Records for this exercise -
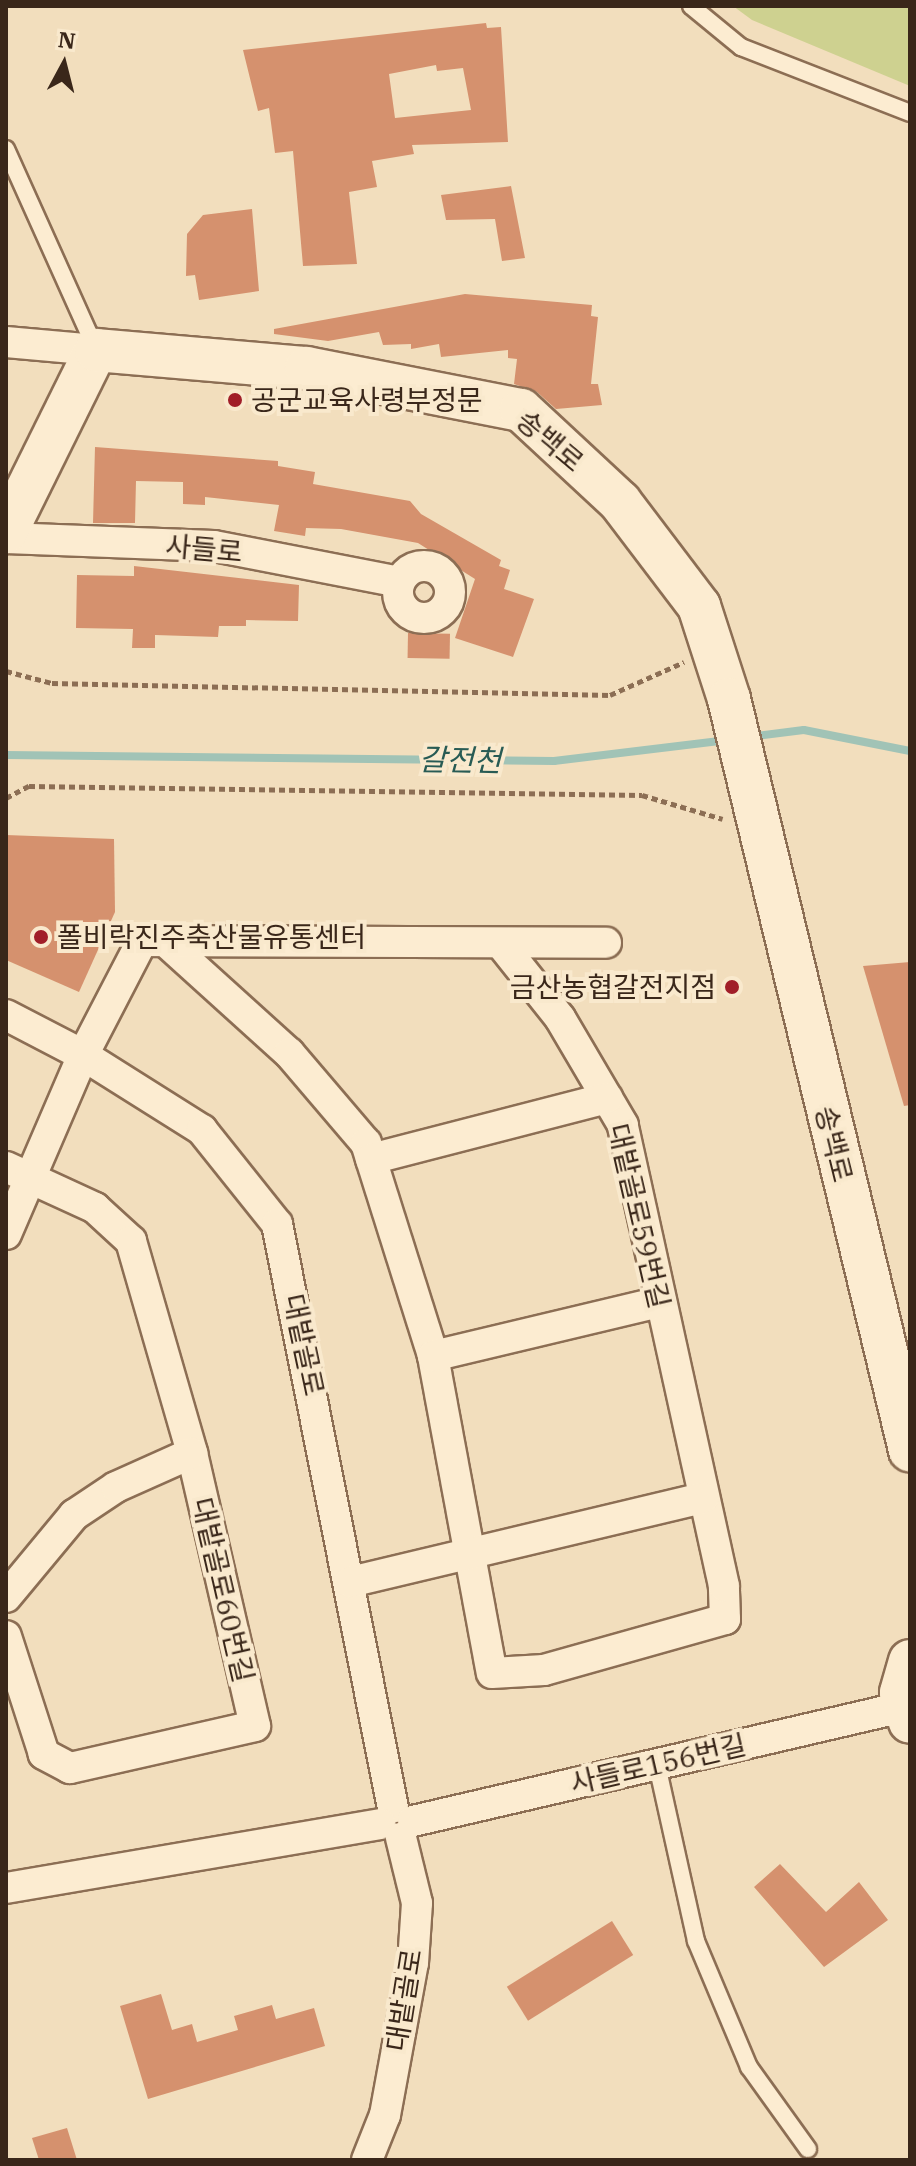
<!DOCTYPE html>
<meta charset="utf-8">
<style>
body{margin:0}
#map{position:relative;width:916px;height:2166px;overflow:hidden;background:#f2debd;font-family:"IBM Plex Serif","Noto Sans KR",serif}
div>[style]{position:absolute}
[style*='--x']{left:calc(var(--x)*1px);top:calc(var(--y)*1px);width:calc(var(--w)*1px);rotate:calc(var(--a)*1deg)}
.green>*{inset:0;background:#ced190}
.stream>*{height:8px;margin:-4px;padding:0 4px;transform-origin:4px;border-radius:4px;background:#a1c3b6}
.building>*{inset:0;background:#d5916e;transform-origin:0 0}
.path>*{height:5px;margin-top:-2.5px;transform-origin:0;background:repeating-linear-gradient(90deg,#8c6e54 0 6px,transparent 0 10px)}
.roads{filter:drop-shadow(2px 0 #8c6e54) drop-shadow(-2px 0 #8c6e54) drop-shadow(0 2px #8c6e54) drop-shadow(0 -2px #8c6e54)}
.lane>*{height:16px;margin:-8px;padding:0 8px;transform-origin:8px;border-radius:8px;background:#fcecd1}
.street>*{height:30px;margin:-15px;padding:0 15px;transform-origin:15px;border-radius:15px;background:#fcecd1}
.street>.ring{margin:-15px;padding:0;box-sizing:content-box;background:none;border:30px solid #fcecd1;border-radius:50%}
.secondary>*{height:42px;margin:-21px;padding:0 21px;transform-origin:21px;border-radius:21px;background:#fcecd1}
.dots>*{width:22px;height:22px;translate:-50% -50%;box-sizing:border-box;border:4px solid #f9e9cd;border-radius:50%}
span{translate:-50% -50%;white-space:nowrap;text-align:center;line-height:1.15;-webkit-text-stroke:8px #f9e9cd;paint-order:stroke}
.poi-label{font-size:28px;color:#3a271a}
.left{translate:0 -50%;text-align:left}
.right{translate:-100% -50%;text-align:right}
.street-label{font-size:28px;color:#3a271a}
.water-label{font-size:30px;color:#285b54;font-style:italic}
.frame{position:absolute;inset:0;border:8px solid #3a271a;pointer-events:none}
.north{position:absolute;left:24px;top:24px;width:80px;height:80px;-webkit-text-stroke:6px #f9e9cd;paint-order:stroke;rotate:7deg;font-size:22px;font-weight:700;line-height:32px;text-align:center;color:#3a271a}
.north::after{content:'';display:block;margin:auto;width:28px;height:36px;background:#3a271a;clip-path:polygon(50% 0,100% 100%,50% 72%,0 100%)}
</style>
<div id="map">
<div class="green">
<i style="clip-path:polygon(733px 6px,910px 6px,910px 86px,752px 20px)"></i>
</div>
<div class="stream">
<i style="--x:749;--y:737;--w:55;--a:-7.3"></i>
<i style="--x:804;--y:730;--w:108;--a:11.2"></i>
<i style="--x:6;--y:755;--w:548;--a:0.63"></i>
<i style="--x:554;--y:761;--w:175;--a:-6.9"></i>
</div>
<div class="building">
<i style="clip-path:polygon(evenodd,486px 23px,487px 28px,501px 27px,508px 142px,412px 145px,414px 154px,372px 161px,377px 187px,349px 192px,357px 264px,303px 266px,293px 151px,275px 153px,269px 108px,258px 111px,243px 50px,486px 23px,436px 65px,437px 71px,463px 68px,471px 110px,395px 118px,389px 74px,436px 65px)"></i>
<i style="clip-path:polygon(511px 186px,525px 258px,502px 261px,495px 219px,446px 220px,441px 195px)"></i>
<i style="clip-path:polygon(252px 209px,259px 291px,199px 300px,195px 275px,186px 276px,187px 234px,203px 215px)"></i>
<i style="clip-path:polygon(465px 294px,592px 305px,591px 316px,598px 317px,591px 384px,598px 384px,602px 405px,556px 409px,537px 392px,514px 384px,517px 359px,508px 358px,508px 350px,441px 357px,439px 344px,411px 349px,411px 344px,383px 345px,379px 332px,328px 341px,274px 334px,274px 329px)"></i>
<i style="clip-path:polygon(95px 447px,278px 461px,278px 466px,315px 472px,313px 484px,410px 501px,421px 514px,501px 560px,499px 566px,510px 570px,504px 589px,534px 599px,513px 657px,455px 638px,475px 579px,418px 543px,341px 529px,306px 528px,305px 536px,274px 531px,279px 505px,205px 497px,205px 505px,183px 504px,183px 482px,136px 481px,135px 523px,93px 523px)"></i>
<i style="clip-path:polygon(134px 566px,299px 585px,298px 621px,246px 620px,246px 626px,219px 626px,218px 637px,155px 635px,155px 648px,132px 648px,133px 629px,76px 628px,77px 575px,134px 576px)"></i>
<i style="left:408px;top:633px;width:42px;height:25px;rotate:1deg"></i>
<i style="clip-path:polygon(6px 835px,114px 839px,115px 912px,79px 992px,6px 960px)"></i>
<i style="clip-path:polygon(910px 962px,910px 1105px,904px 1106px,863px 966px)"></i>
<i style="clip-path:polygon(780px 1864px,826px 1912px,859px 1882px,888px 1920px,824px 1967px,754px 1887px)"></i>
<i style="left:612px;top:1921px;width:40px;height:124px;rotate:58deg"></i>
<i style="clip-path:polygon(161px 1994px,172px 2030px,192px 2024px,197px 2042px,238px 2030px,234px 2016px,272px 2005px,276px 2019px,314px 2008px,325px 2046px,148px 2099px,120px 2006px)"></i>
<i style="clip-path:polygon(67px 2128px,77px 2160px,39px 2160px,32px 2138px)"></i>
</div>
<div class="path">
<i style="--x:6;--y:671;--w:48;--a:14.6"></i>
<i style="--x:52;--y:683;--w:558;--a:1.23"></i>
<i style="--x:610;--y:695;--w:81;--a:-24"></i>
<i style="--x:6;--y:798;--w:26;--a:-28"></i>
<i style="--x:29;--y:786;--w:613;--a:0.84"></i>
<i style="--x:642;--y:795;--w:84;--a:16.5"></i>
</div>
<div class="roads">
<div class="lane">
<i style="--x:691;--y:6;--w:65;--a:39.4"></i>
<i style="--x:741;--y:47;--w:181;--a:21.3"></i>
<i style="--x:6;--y:149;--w:219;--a:65.8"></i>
<i style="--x:657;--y:1765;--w:180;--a:77.5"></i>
<i style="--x:696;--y:1941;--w:137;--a:67.2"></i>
<i style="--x:749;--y:2067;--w:101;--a:54.3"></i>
</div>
<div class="street">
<i style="--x:6;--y:342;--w:90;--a:5.1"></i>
<i style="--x:6;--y:538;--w:208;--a:2.2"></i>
<i style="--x:214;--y:546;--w:189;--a:11"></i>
<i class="ring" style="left:398px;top:566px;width:22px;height:22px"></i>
<i style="--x:165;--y:941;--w:167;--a:42.1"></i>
<i style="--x:289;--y:1053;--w:118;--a:49.5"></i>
<i style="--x:366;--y:1143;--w:223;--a:72.5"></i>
<i style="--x:433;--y:1356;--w:322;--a:79.5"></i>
<i style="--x:492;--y:1673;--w:52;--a:-3.3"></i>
<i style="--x:544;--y:1670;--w:188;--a:-15.7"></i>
<i style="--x:725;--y:1619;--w:33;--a:-92"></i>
<i style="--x:724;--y:1586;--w:472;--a:-102.4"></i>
<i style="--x:623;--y:1125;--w:124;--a:-120.5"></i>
<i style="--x:560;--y:1018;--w:93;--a:-128.5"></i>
<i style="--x:6;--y:1015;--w:87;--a:27.5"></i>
<i style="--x:83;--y:1055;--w:141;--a:32.2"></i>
<i style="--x:202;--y:1130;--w:120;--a:51.4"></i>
<i style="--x:277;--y:1224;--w:595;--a:78.77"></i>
<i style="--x:371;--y:1159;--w:244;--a:-14.5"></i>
<i style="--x:6;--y:1167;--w:98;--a:24.7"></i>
<i style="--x:95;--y:1208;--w:49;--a:42.5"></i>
<i style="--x:131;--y:1241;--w:221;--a:73.9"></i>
<i style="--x:192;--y:1453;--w:280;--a:77"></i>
<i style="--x:255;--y:1726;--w:190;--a:167.2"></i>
<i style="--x:70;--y:1768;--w:30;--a:-152"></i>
<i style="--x:44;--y:1754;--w:124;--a:-107.9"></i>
<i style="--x:6;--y:1234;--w:195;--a:-66.7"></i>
<i style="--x:83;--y:1055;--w:128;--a:-62.6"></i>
<i style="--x:142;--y:941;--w:464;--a:0.2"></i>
<i style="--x:433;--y:1356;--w:233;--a:-13.4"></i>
<i style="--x:350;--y:1582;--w:363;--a:-13.4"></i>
<i style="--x:6;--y:1597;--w:107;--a:-50.3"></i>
<i style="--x:74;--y:1515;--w:50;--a:-33.7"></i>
<i style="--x:116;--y:1487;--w:83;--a:-24.1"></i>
<i style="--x:413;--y:1821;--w:503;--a:-13.1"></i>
<i style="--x:6;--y:1888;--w:380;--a:-9.7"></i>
<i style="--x:367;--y:2160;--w:48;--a:-68.2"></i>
<i style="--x:385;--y:2115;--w:155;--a:-79.6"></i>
<i style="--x:413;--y:1963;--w:60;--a:-86.2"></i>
<i style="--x:417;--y:1903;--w:67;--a:-103.8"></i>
</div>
<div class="secondary">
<i style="--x:6;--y:532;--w:203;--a:-63.7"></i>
<i style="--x:96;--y:350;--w:211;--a:4.9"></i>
<i style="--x:306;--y:368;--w:219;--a:11.1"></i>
<i style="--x:521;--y:410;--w:135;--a:42.9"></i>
<i style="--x:620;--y:502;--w:131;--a:52.8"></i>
<i style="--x:699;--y:606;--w:98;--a:72.1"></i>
<i style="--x:729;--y:699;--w:773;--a:76.45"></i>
<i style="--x:910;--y:1661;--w:33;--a:106"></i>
<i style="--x:901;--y:1693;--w:30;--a:73"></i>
</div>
</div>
<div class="dots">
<i style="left:235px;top:400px;background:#a11e28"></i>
<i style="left:41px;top:937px;background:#a11e28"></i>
<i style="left:732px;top:987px;background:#a11e28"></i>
</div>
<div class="poi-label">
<span class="left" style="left:251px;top:400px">공군교육사령부정문</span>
<span class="left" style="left:57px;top:937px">폴비락진주축산물유통센터</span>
<span class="right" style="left:716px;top:987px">금산농협갈전지점</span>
</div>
<div class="street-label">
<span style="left:550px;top:441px;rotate:40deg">송백로</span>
<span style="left:204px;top:549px;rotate:5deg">사들로</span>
<span style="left:834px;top:1144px;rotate:76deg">송백로</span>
<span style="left:639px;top:1216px;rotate:77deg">대밭골로59번길</span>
<span style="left:304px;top:1345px;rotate:78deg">대밭골로</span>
<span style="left:223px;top:1590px;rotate:77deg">대밭골로60번길</span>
<span style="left:658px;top:1764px;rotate:-13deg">사들로156번길</span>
<span style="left:404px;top:2000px;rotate:-81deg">대밭골로</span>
</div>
<div class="water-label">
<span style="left:460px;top:760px;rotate:1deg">갈전천</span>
</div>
<div class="frame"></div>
<div class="north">N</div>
</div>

Task goal -
Return all lines of the material above in which the word "stream" occurs.

Response to the exercise -
.stream>*{height:8px;margin:-4px;padding:0 4px;transform-origin:4px;border-radius:4px;background:#a1c3b6}
<div class="stream">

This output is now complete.